Tlaib articulated the sentiment held by a growing number of young, progressive Americans of all races and religions when she stated, “We must with no hesitation demand that our country recognise the unconditional support of Israel has enabled the erasure of Palestinian life.”
Concurrent to public statements, 21 members of Congress are co-sponsoring the bill “Defending the Human Rights of Palestinian Children and Families Living Under Israeli Military Occupation”. The bill would impose more oversight and end-use restrictions on how Israel can use US aid. One of the bill’s leading co-sponsors, Betty McCollum succinctly stated the objective behind the bill, “Not one dollar more of US military aid can be used to demolish Palestinian homes, annex Palestinian lands, and torture or kill Palestinian children.”
Such rhetoric by US elected officials was unheard of just five years ago. Indeed, defending Palestinian rights was often fallaciously equated with anti-Semitism.
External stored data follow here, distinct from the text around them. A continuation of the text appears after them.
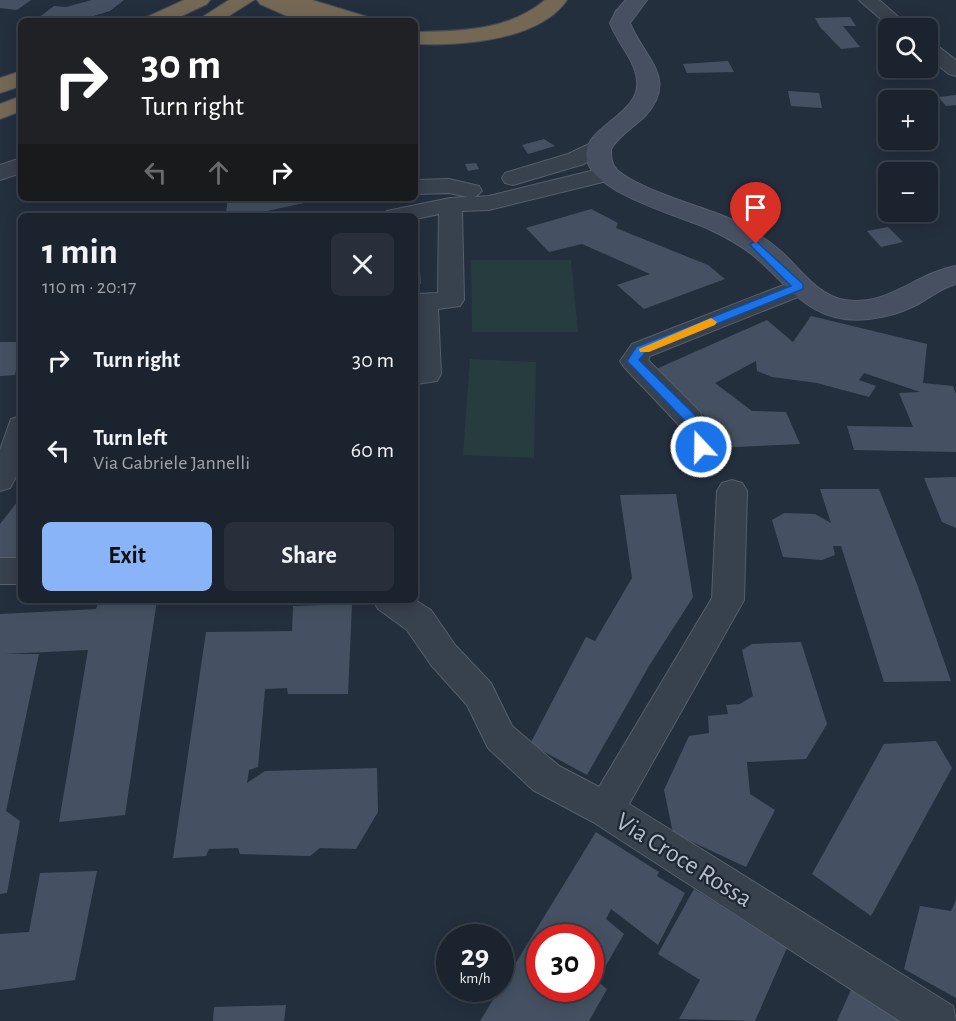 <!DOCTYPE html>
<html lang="en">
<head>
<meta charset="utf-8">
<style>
  body { margin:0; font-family:"Alegreya Sans",sans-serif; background:#282f3a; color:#f1f3f6; height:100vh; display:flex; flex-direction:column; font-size:22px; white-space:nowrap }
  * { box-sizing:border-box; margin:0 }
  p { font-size:20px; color:#a0a4aa }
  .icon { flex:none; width:33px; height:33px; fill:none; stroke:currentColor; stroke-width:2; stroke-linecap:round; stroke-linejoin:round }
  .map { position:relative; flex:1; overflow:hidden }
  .drawer { position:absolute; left:18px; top:213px; width:400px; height:390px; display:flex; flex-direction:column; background:#1b232e; border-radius:9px; box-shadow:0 3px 15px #0003,0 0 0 2px #39404a }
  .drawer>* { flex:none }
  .hud { position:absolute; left:18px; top:18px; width:400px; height:183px; border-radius:9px; box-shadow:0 3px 15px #0003,0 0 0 2px #39404a; background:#202124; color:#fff; overflow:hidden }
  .controls { position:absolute; left:878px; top:18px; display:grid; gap:12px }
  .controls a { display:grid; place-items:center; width:60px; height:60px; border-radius:9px; background:#1b232e; box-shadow:0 3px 15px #0003,0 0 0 2px #39404a; font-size:30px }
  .speed { position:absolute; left:436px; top:924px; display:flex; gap:12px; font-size:30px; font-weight:700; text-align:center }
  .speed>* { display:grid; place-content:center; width:78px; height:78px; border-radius:50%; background:#1b232e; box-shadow:0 3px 15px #0003,0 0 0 2px #39404a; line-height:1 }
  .speed small { font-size:15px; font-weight:400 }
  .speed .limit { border:9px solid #d22; background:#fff; color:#111 }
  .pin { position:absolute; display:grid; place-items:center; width:51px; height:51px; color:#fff; margin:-62px -26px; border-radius:50% 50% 50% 0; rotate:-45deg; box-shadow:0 0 6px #0007 }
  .pin .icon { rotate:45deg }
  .me { position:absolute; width:66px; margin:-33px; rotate:339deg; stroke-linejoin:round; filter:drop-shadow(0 0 4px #0008) }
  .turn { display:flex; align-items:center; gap:21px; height:126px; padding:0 24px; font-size:27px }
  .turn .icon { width:78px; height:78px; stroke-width:2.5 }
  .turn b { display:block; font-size:42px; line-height:51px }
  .lanes { display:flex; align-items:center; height:57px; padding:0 24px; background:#0003; justify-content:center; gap:30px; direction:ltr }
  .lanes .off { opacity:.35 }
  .round { display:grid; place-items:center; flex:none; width:63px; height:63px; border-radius:9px; background:#282f3a }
  .headline { display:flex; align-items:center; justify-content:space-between; height:102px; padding:0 24px }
  h1 { font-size:36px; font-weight:600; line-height:45px }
  .primary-button { display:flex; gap:12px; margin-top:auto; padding:12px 24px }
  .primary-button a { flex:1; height:69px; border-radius:9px; background:#8ab4f8; color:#111; font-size:24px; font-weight:600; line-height:69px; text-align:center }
  .primary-button a+a { background:#282f3a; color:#f1f3f6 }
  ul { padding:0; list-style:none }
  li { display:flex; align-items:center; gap:18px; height:90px; padding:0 24px }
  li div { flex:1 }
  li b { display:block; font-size:22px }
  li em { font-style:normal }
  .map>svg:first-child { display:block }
  .green { fill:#263c3f }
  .building { fill:#455162; fill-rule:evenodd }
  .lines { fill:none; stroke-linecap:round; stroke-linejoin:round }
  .minor-casing { stroke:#565f6c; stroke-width:2 }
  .secondary-casing { stroke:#565f6c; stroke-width:2 }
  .motorway-casing { stroke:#434c59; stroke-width:2 }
  .minor { fill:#38414e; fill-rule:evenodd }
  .secondary { fill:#465061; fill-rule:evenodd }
  .motorway { fill:#746855; fill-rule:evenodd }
  .route { fill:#1a73e8; stroke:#114b97; stroke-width:1.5 }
  .slow { fill:#f59e0b }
  .labels { text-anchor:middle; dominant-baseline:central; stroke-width:4.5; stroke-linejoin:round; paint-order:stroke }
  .near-street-label { font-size:26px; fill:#b4bcc9; stroke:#1d2633 }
</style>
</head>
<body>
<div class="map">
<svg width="956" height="1021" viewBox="0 0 956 1021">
  <rect width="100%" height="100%" fill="#242f3e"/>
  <!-- green -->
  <g class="green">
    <polygon points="471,260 571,260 578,332 472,332"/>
    <polygon points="470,359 536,362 534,458 463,455"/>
  </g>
  <!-- building -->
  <g class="building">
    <polygon points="0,0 31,0 17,10 0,8"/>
    <polygon points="92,0 124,0 110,11 77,21 34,21 54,6 66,7"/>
    <polygon points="850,17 856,26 843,26 860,47 841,49 820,27 815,18"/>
    <polygon points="728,61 734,72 687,73 683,64"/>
    <polygon points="788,91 819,93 822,108 791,106"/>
    <polygon points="956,95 956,105 946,106 938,97"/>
    <polygon points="544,139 555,146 528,154 522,145"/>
    <polygon points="476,163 479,169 468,171 465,164"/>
    <polygon points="228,198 322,198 323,199 244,216 242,212 226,213"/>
    <polygon points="591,209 618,223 616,228 708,265 725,279 644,309 617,285 650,274 582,244 549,252 526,228"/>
    <polygon points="888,227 903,242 881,247 867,231"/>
    <polygon points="416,239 418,239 421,284 416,284"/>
    <polygon points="811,316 927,344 923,383 953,386 956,394 956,452 854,450 847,426 913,427 899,393 920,392 864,373 859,380 876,386 869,397 817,383 772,377 757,371 756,361 715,383 752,411 786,412 800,444 713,448 708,419 654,370 767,320 793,342"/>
    <polygon points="0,342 21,342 15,375 0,376"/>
    <polygon points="956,477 956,528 942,522 924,478"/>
    <polygon points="820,489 879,489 917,584 951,681 884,682 841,546 833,546 835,555 822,560 783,557 772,520 784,513 815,514 831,523"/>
    <polygon points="676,494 693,597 649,666 587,775 530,744 586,637 595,641 632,578 620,495"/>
    <polygon points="21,497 21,566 0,564 0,524"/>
    <polygon points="99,600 157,600 125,815 59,822 88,650 4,654 39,654 6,811 20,821 7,893 0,894 0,614 96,609"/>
    <polygon points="352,604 348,694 288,694 287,688 265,689 258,767 249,770 247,783 265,771 377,768 378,812 356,849 320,848 310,856 240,854 238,848 209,849 206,856 173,858 206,632 292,631 293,606"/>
    <polygon points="801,642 827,724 806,759 747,762 750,794 775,810 746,867 673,833 664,790 689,736 709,733 708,716 728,714 726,705 740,704 753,696 742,650 752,644"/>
    <polygon points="936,741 952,768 871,916 812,874 884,744"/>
    <path d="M 596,832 L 659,872 L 657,876 L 685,893 L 658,945 L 611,909 L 606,919 L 624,934 L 597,981 L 607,989 L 589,1021 L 480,1021 ZM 540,938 L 591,938 L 591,988 L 540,988 Z"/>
    <polygon points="97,871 75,980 0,990 0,934 29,932 40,873"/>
    <polygon points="694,889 787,948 755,1021 679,1019 700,980 658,954"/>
    <polygon points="956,900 956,998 904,969 920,906 951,911"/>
    <polygon points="854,983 912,1021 837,1021"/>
    <polygon points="286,1005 284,1021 213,1021 214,1007"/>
  </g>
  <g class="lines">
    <defs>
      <g id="minor">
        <polygon points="859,0 879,0 911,28 891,28"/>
        <polygon points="927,41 934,43 956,60 956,76 949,74 927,57"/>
        <polygon points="600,139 608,140 611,145 584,164 513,185 505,183 502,178 505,173 568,154"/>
        <polygon points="21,158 21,173 0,180 0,165"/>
        <polygon points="607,167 615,169 618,174 615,179 489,210 462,211 464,300 460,306 438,309 441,374 437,381 416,384 416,294 438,293 439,214 416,219 416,216 383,216 387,211 450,198 468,197 449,193 416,194 416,180 449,179 479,186 482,191 475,197 489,196"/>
        <polygon points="799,279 808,281 811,287 808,293 650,356 648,360 700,412 715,447 711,454 701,458 691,454 678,424 624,367 620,361 632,344"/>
        <polygon points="21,416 21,467 10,488 0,491 0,450 11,419"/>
        <polygon points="732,480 742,483 747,491 744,600 629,804 953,1006 956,1021 900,1021 593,822 533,790 488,748 467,705 431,665 407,630 378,609 373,600 415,600 431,610 455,645 491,683 512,726 559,766 599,787 712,598 717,491 722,483"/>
        <rect x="0" y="558" width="21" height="26"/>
      </g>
      <path id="secondary" d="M 626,0 L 647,0 L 630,23 C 644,58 679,79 645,116 C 634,127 619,135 611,149 C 611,156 611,164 617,170 C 640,190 697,205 726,217 C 744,225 761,235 777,248 C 797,264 816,296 845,300 C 888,307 916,273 956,266 L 956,284 C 943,287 932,296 920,303 C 898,315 870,322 845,319 C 807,314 787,286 761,262 C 746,248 728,238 711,230 C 681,216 595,194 587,160 C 579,127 642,116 637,80 C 635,59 617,43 610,23 L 616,11 Z"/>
      <g id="motorway">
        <polygon points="184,0 210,0 207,4 171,21 144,21 147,17"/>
        <polygon points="229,0 254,0 221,21 196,21"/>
        <polygon points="257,0 312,0 368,17 371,21 337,21 321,17 323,21 298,21 260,4"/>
        <path d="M 545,0 L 567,0 C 539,41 460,46 416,44 L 416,32 C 461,31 508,31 545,0 Z"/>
        <polygon points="21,71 21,86 0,93 0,78"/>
        <polygon points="21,96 21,111 0,119 0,104"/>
      </g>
    </defs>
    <!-- minor casing -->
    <use href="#minor" class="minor-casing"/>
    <!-- secondary casing -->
    <use href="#secondary" class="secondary-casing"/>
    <!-- motorway casing -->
    <use href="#motorway" class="motorway-casing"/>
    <!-- minor -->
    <use href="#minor" class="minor"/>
    <!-- secondary -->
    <use href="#secondary" class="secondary"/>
    <!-- motorway -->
    <use href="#motorway" class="motorway"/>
  </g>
  <!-- route -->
  <polygon class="route" points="756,241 803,284 803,289 645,353 639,360 695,415 708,447 701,452 695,447 685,421 627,361 636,347 791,286 752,247 750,244"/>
  <!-- slow -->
  <polygon class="slow" points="711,318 717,322 715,325 649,352 640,352 639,349"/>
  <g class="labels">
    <!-- near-street labels -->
    <g class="near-street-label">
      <text transform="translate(684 860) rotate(32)">Via Croce Rossa</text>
    </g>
  </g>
</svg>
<div class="controls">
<a><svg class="icon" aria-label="search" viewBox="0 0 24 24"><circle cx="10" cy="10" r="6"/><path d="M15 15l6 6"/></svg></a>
<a>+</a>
<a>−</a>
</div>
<div class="speed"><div>29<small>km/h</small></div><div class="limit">30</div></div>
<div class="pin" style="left:756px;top:244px;background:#d93025"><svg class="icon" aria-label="arrive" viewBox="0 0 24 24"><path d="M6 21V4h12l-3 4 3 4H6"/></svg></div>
<svg class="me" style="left:701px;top:447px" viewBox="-20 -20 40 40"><circle r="17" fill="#1a73e8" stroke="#fff" stroke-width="3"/><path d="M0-11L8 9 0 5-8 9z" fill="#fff"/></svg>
<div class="hud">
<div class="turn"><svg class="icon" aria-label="right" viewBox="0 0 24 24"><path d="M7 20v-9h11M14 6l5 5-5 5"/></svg><div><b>30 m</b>Turn right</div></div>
<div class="lanes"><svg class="icon off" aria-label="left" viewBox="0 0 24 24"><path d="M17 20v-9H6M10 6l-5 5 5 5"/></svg><svg class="icon off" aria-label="ahead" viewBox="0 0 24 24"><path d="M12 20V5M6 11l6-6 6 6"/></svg><svg class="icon" aria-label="right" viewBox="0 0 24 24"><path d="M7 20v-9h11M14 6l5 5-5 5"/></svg></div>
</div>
<section class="drawer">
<div class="headline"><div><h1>1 min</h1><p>110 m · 20:17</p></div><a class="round"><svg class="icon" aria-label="close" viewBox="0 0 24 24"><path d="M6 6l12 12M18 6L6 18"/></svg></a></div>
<ul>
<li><svg class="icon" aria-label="right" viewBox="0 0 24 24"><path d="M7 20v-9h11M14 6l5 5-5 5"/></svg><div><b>Turn right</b></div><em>30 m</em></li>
<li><svg class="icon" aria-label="left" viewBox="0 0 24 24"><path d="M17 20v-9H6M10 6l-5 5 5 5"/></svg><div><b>Turn left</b><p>Via Gabriele Jannelli</p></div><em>60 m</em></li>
</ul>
<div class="primary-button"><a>Exit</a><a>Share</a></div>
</section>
</div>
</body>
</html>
Although this pressure still exists, changing attitudes on race and race relations have had a profound impact on attitudes towards Palestine.
A 21st-century anti-racism movement is schooling Americans on how the powerful manipulate media, politics, and economics to oppress entire groups of people, while blaming those same people for their hardships. As these lessons are increasingly applied to Palestine, the question is when, not whether, US foreign policy will finally come to value Palestinian life.